What do State Transition Funds Include?
State Transition Funds are designed to meet the specific needs of local communities. While they vary by state, these Funds often include resources to:
- Help affected workers find high-quality jobs in 21st Century sectors by providing critical investment in workforce development, education, and training opportunities.
- Conduct community economic development planning, diversify and strengthen local economies, and address tax base erosion (from lost property and severance taxes).
- Expand availability of and access to broadband connectivity.
- Restore degraded former coal mine lands and contaminated plant sites and protect communities from cleanup liability.
The opportunities and needs of local communities will dictate what supports are most critical for your state fund.
Where Does the Money Come From?
Revenue for State Transition Funds can come from a variety of sources. To get your transition fund started, engage someone who knows your state’s budget and its various funding streams to think creatively about potential opportunities. Some common sources include:
- A designation from the state’s general funds.
- Taxes or fees on power generation.
- Contributions from utility companies.
- Market-based programs to reduce greenhouse gas emissions.
- Grants for redevelopment planning processes.
Who Oversees State Transition Funds?
States can design Transition Funds to best meet the needs of local communities. Just Transition Fund recommends establishing an Advisory Board tasked with determining how to accumulate, disperse, and track the funds. To ensure the Transition Fund meets the needs of all stakeholders, the Advisory Board should include a diverse set of stakeholders (e.g., representatives from affected communities, labor and environmental groups, local government, local businesses). Check out Identify Your Leadership Team for additional tips.
Who Operates State Transition Funds?
Some states create a new agency to operate a Transition Fund. Others place responsibility for the Transition Fund within an existing state agency, such as the Department of Commerce, Department of Economic Development, or Department of Labor. To determine what will work best for your state, consider the role the Transition Fund agency will play. Responsibilities are likely to include:
- Conducting assessments of economic and social impacts in affected communities.

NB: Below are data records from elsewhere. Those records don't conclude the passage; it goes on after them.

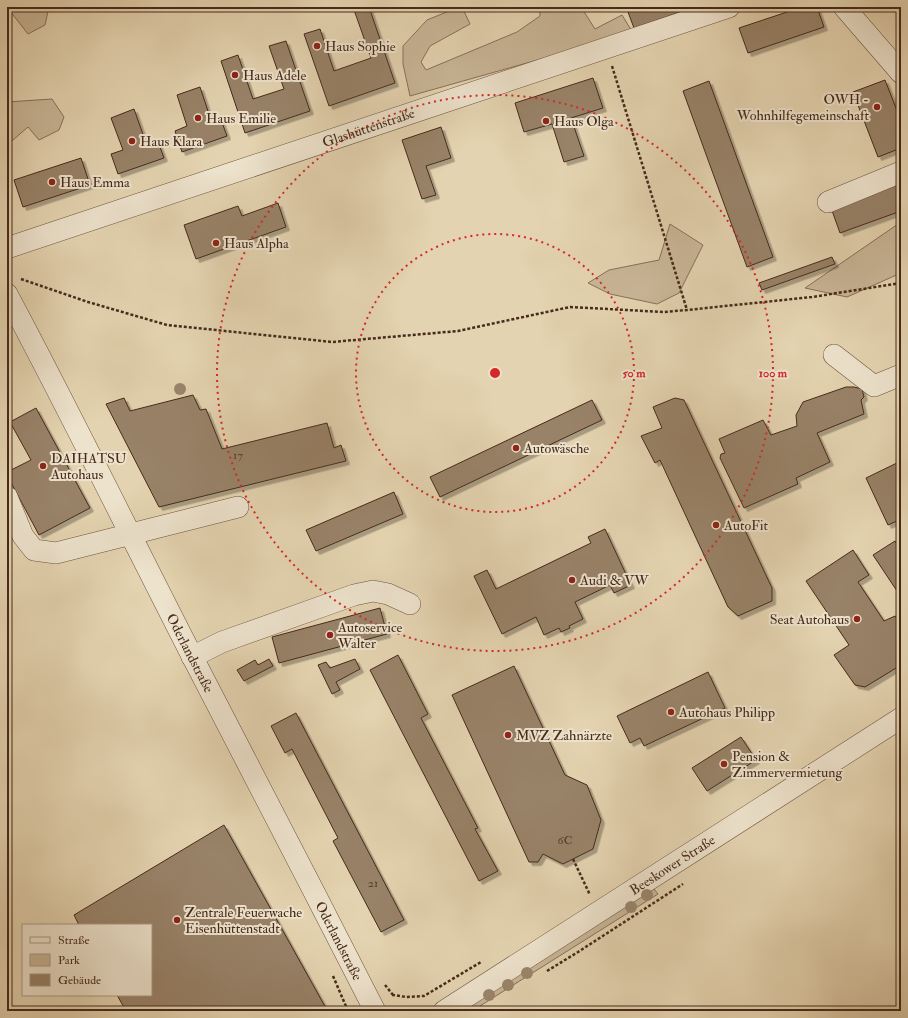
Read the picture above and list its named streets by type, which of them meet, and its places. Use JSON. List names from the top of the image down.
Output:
{
  "streets": {
    "street": ["Glashüttenstraße", "Oderlandstraße", "Beeskower Straße"]
  },
  "places": [
    "Haus Sophie",
    "Haus Adele",
    "OWH - Wohnhilfegemeinschaft",
    "Haus Emilie",
    "Haus Olga",
    "Haus Klara",
    "Haus Emma",
    "Haus Alpha",
    "Autowäsche",
    "DAIHATSU Autohaus",
    "AutoFit",
    "Audi & VW",
    "Seat Autohaus",
    "Autoservice Walter",
    "Autohaus Philipp",
    "MVZ Zahnärzte",
    "Pension & Zimmervermietung",
    "Zentrale Feuerwache Eisenhüttenstadt"
  ],
  "house_numbers": ["17", "6C", "21"],
  "legend": ["Straße", "Park", "Gebäude"],
  "rings": ["50 m", "100 m"]
}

- Making recommendations for additional policy solutions to support transition in the state.
- Guiding communities and providing necessary support as they apply for funding (either from state transition offices or from other federal resources).
- Coordinating with and ensuring the goals of the State Transition Fund are consistent with any statewide programs that are funded in transitioning communities (such as state workforce development and economic development programs).

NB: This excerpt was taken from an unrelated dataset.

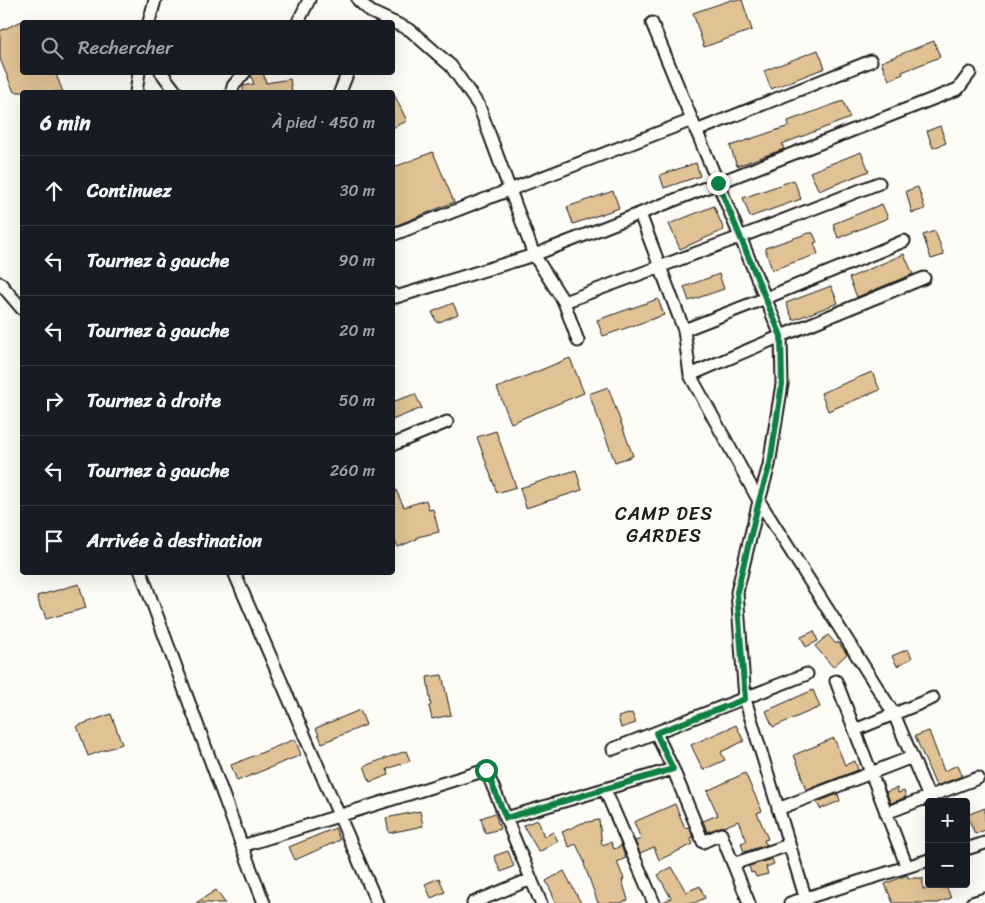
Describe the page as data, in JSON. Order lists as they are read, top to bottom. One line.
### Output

- Coordinating transition activities with other state agencies and the federal government.
What other revenue sources could support a State Transition Fund?

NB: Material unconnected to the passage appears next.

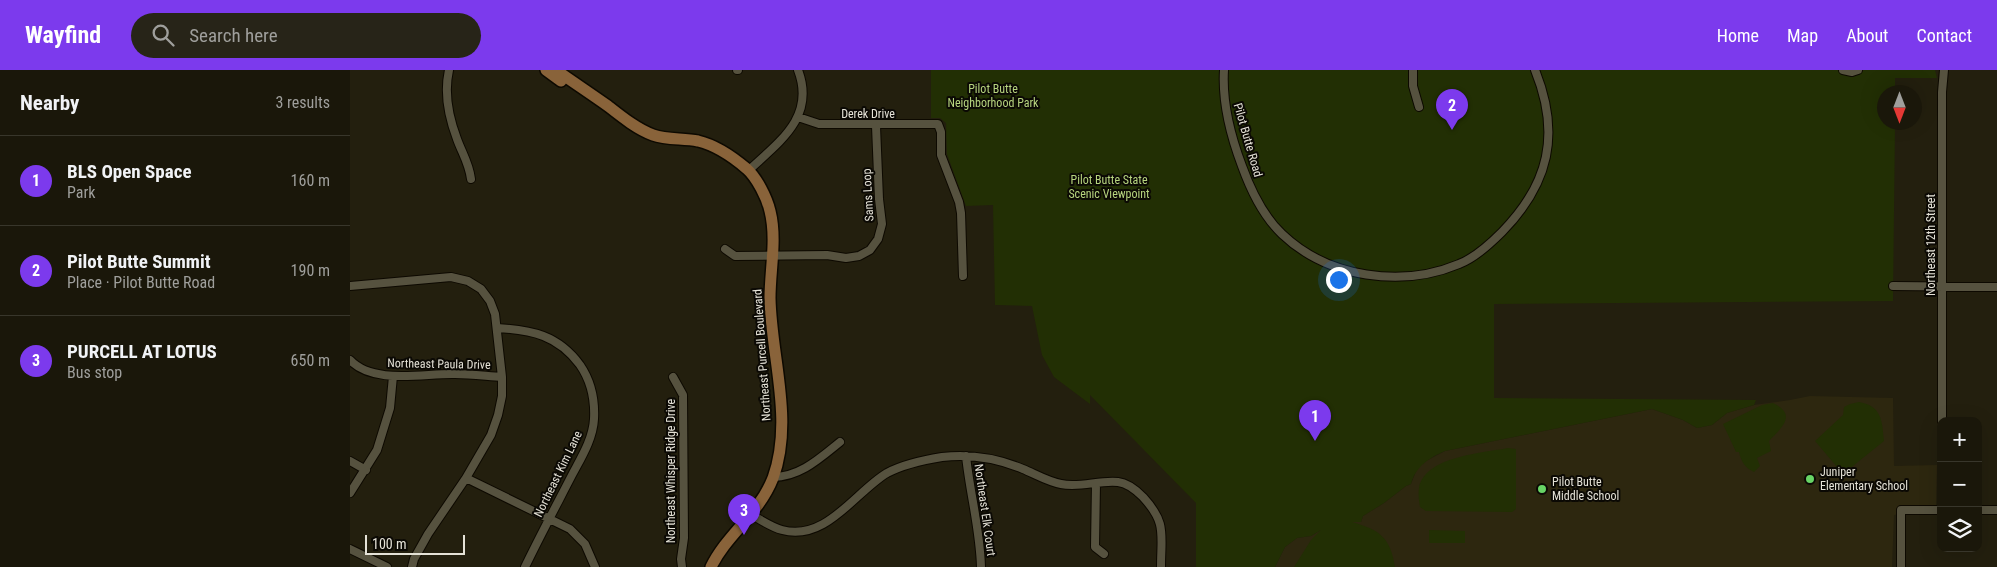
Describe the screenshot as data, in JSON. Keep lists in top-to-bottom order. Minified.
{"streets":{"street":["Derek Drive","Pilot Butte Road","Sams Loop","Northeast 12th Street","Northeast Purcell Boulevard","Northeast Paula Drive","Northeast Whisper Ridge Drive","Northeast Kim Lane","Northeast Elk Court"]},"crossings":[["Derek Drive","Sams Loop"],["Sams Loop","Northeast Purcell Boulevard"]],"parks":["Pilot Butte Neighborhood Park","Pilot Butte State Scenic Viewpoint"],"places":["Juniper Elementary School","Pilot Butte Middle School"],"scale_bar":"100 m","north":"bottom","page":{"header":"Wayfind","search":"Search here","nav":["Home","Map","About","Contact"],"heading":["Nearby","3 results"],"pins":["2","1","3"],"list":[{"mark":"1","name":"BLS Open Space","note":"Park","value":"160 m"},{"mark":"2","name":"Pilot Butte Summit","note":"Place · Pilot Butte Road","value":"190 m"},{"mark":"3","name":"PURCELL AT LOTUS","note":"Bus stop","value":"650 m"}],"map_buttons":["+","−"],"scale":"100 m"}}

Additional sources of state funding to consider as part of your transition funding portfolio include:
Securitization Financing of Retired Coal-Fired Power Plant
This type of refinancing uses low-cost government- and ratepayer-backed bonds. This strategy requires state legislation that guarantees the full and timely cost recovery of the interest and principal on new debt from utility ratepayers.
Revenues from Carbon Pricing Programs
Carbon pricing can take the form of carbon cap and trade policies or carbon taxes. Both programs are typically established through legislation.
Public Benefit Funds Funded by Utility Ratepayers
Under this scenario, utility customers pay a modest charge on their bill each month and the funds go to specific public purposes. Some states create public benefit funds through legislation and others by actions of state energy regulatory bodies.
Fees and Subsidies to Fossil Extraction Activities
Most states that produce coal receive production revenue. Some states provide subsidies to fossil producers. By reallocating state revenues received from severance and mineral royalties, or reducing subsidies paid to fossil producers, states can increase support for coal-dependent communities.